An international team of astronomers led by Ignasi Ribas and Guillem Anglada Escudé successfully completed a search for a planet orbiting Star Barnard.

The discovered blue body is almost certainly the super world – a rocky extrasolar planet with a mass of at least 3.2 times larger than our world. Your star travels in less than 233 days. Assignment of Star Barnard b.

– After a very careful analysis, we'll be 99 percent sure the planet settles there – said Ignasi Ribas. As reported, data of seven instruments, including measurements over 20 years, were used, a total of 771 measurements were performed.

To be sure, 100% astronomers still need to exclude other possible factors that could affect the results of the observation.

Frosty Super-World

Finally, if it is confirmed that there is a planet, according to the measurements, it is closer to the Earth than the Sun (about 0.4 Earth-Sun distance). Despite this, very cold conditions prevail over him. It is close to a snow line which is an area where volatile substances such as water are solid (ice).

"This cold and dark world can have a minus 170 degrees Celsius degree, which includes life as far as we know it." – Scientists write about research. The reason for the existence of such conditions is the characteristics of the main star, a small red dwarf. The planet takes only 2 per cent of the energy from the Earth.

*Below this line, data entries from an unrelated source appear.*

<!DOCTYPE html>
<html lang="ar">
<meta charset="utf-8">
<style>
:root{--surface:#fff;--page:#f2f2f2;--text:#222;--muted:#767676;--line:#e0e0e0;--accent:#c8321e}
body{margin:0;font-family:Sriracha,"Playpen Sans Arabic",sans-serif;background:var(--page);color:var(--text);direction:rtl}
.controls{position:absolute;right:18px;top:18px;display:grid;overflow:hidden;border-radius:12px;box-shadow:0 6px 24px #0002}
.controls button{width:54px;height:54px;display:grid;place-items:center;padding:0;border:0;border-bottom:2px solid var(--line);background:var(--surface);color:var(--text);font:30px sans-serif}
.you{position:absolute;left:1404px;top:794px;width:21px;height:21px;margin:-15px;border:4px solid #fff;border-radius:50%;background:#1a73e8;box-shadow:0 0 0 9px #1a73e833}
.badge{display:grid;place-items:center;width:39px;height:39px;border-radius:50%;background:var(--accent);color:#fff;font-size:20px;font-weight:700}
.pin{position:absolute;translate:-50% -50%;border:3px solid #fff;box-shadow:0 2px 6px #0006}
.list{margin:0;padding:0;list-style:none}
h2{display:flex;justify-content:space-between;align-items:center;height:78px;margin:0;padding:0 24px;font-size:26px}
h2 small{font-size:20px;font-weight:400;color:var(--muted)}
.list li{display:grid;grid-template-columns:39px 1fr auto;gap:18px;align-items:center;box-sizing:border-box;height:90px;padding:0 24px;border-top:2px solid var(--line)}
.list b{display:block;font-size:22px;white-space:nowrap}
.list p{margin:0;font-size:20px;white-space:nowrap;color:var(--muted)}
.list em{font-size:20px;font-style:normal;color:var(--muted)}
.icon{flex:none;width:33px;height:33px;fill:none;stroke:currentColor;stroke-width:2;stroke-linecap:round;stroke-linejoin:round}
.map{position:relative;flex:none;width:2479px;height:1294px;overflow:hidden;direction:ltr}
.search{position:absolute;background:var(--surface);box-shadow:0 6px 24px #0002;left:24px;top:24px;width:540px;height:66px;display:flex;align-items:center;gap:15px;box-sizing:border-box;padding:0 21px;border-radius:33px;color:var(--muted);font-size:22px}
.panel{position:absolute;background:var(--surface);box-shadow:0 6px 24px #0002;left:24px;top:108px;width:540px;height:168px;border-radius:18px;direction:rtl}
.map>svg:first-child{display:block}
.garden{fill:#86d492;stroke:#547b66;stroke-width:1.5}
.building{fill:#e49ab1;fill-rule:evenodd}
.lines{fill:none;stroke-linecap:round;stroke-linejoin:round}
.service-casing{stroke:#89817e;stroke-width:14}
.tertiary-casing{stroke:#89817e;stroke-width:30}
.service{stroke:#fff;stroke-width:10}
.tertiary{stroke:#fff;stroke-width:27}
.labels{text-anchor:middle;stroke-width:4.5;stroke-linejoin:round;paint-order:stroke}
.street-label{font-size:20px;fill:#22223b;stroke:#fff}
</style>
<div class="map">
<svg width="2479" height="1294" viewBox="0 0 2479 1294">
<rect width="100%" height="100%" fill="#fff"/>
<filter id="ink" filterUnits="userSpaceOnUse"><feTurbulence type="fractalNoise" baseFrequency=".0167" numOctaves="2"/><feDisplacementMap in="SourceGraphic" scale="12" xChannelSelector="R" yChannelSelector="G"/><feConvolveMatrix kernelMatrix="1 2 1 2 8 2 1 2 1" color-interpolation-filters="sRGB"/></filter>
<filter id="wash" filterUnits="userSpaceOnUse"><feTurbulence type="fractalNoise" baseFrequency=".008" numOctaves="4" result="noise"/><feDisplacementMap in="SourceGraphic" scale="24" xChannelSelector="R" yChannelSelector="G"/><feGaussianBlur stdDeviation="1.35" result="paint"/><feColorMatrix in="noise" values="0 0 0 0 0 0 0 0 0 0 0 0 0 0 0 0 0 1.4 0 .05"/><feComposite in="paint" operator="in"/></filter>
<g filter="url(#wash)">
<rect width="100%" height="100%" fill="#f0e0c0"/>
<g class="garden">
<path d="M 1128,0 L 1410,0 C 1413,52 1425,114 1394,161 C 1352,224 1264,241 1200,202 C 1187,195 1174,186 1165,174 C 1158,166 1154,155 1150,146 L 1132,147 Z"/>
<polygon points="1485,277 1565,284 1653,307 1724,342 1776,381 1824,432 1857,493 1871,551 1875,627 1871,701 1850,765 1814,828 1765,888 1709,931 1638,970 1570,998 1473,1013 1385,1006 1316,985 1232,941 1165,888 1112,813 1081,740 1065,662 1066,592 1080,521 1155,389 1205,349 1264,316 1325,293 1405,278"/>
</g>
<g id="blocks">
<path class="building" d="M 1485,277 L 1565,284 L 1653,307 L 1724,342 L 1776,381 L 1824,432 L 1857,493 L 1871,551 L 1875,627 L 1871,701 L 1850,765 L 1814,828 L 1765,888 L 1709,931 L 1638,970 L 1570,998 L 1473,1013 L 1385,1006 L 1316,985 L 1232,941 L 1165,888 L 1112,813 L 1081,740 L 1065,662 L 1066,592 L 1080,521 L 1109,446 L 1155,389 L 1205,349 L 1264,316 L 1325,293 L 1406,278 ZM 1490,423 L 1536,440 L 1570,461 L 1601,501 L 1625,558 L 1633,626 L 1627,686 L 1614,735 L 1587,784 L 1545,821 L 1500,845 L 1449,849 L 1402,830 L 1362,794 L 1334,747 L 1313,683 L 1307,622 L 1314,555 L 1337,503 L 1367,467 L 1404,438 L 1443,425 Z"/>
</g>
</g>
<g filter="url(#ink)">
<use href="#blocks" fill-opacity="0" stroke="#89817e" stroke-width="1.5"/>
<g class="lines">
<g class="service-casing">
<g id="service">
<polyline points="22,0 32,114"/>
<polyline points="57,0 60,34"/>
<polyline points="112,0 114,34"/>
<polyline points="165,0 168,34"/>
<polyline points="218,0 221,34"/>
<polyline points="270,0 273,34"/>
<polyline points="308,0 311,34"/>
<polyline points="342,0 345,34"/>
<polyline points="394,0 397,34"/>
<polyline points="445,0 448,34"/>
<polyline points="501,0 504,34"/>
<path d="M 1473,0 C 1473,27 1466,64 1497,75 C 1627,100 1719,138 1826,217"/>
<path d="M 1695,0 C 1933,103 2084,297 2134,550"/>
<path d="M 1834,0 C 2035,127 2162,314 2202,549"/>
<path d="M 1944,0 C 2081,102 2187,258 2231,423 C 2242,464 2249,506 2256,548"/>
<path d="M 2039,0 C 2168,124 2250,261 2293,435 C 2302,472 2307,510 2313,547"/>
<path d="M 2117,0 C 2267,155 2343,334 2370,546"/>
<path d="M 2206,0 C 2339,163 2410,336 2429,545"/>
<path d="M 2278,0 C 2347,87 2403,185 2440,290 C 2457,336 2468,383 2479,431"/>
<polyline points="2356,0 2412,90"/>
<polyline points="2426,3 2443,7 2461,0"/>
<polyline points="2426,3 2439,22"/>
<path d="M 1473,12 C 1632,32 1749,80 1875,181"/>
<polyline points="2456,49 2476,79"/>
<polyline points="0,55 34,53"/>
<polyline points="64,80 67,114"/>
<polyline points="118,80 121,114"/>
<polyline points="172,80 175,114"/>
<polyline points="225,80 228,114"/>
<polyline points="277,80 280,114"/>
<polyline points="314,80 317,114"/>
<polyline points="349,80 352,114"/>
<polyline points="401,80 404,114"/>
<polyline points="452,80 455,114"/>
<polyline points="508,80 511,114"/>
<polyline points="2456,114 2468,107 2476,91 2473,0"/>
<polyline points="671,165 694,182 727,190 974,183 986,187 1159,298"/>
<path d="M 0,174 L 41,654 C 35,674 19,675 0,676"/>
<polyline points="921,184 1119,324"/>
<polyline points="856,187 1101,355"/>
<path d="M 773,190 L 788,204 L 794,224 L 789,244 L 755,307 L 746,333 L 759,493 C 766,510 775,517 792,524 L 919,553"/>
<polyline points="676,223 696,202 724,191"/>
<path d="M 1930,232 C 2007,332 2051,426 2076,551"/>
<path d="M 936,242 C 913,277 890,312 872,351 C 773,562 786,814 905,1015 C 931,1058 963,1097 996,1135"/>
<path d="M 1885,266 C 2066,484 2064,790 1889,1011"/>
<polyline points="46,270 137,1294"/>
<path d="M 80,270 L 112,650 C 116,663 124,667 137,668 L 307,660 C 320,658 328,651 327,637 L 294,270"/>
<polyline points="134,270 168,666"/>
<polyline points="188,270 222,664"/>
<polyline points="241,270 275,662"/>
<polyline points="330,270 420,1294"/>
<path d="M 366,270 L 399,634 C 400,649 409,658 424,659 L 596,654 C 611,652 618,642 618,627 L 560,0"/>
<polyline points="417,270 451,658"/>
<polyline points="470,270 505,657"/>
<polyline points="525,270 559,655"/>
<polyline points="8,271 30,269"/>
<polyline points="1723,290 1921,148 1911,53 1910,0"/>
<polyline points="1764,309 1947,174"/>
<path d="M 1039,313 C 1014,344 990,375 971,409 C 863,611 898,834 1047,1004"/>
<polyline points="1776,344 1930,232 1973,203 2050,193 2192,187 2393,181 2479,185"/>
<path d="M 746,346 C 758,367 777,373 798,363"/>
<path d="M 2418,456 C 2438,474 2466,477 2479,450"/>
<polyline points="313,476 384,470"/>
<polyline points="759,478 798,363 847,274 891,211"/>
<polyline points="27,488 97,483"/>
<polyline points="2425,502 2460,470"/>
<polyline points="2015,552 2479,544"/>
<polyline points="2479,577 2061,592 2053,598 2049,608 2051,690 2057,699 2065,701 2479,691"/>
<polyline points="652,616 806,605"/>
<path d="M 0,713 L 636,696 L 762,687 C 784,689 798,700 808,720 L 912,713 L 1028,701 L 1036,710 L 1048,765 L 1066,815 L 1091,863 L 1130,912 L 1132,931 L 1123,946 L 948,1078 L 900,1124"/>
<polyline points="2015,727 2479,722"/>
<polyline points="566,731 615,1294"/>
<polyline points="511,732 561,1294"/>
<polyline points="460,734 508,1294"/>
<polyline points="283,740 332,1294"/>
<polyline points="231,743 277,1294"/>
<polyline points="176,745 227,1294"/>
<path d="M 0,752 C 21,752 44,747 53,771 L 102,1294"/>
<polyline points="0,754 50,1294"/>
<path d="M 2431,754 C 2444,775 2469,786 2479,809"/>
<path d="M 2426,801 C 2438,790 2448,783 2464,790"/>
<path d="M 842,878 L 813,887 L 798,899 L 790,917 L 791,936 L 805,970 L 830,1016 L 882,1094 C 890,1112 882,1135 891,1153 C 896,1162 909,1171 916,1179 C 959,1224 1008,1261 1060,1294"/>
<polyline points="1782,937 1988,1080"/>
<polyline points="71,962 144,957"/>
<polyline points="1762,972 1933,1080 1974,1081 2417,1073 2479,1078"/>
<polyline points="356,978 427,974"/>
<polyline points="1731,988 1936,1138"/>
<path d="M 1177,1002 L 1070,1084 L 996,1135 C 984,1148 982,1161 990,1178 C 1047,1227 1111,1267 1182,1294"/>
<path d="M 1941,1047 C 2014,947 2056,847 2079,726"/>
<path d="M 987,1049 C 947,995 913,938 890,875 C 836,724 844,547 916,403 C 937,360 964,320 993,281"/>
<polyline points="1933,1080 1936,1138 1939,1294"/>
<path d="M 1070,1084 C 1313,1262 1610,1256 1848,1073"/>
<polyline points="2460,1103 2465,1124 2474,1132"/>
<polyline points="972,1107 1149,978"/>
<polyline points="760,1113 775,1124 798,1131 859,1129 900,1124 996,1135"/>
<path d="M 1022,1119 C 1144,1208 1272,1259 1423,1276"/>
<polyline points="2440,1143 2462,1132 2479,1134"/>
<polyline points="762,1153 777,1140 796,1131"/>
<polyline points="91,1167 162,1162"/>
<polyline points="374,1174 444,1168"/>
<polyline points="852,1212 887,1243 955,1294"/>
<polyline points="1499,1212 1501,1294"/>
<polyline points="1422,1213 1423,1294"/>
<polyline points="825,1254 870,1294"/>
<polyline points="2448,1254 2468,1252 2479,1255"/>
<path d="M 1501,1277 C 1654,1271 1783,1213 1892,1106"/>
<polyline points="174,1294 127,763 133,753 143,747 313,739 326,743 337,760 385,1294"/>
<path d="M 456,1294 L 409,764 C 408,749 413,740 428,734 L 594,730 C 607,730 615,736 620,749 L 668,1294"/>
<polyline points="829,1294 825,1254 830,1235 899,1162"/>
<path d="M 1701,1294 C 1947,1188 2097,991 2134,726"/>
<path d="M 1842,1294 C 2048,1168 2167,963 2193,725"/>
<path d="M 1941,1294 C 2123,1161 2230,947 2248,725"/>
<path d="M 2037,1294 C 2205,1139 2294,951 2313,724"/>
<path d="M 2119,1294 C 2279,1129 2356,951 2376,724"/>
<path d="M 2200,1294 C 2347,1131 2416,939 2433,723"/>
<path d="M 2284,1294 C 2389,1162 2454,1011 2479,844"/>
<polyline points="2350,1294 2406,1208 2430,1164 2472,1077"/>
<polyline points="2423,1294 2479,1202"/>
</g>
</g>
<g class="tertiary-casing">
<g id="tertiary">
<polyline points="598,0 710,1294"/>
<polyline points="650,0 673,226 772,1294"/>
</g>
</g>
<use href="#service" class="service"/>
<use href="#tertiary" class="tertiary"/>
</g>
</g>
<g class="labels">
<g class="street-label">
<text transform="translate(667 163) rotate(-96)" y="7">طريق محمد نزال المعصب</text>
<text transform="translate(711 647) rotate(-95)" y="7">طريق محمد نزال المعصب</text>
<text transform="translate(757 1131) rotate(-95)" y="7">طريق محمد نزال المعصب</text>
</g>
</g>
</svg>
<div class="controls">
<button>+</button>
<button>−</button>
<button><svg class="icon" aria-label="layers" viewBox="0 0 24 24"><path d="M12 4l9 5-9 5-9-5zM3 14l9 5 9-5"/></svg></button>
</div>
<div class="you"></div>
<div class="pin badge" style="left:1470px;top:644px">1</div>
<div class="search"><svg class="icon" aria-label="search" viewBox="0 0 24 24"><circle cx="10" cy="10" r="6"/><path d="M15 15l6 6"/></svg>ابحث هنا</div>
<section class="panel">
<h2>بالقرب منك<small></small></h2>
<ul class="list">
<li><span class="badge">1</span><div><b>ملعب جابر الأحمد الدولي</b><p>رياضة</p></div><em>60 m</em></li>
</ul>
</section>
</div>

The planets around the Star of Barnard have been searched before, but so far they have not succeeded. Thanks to the measurements of highly sensitive instruments operating around the world, current success was possible.

Contribution of Polish astronomer

The results of the research on the planet of Bernard Star and its planet are presented in the new issue of “Nature”. One of the authors of the publication was a doctoral astronomer from Warsaw University – dr. Marcin Kiraga.

Participation in the study was made in the analysis of photometric data (as in the case of the discovery of the Proxima b planet). These data mainly came from the ASAS assessment conducted by the Warsaw Astronomical Observatory University.

Among the scientists involved in the project are also a Polish German astronomer from Heidelberg University. There's Adrian Kaminski. As part of the consortium, CARMENES was responsible for data analysis.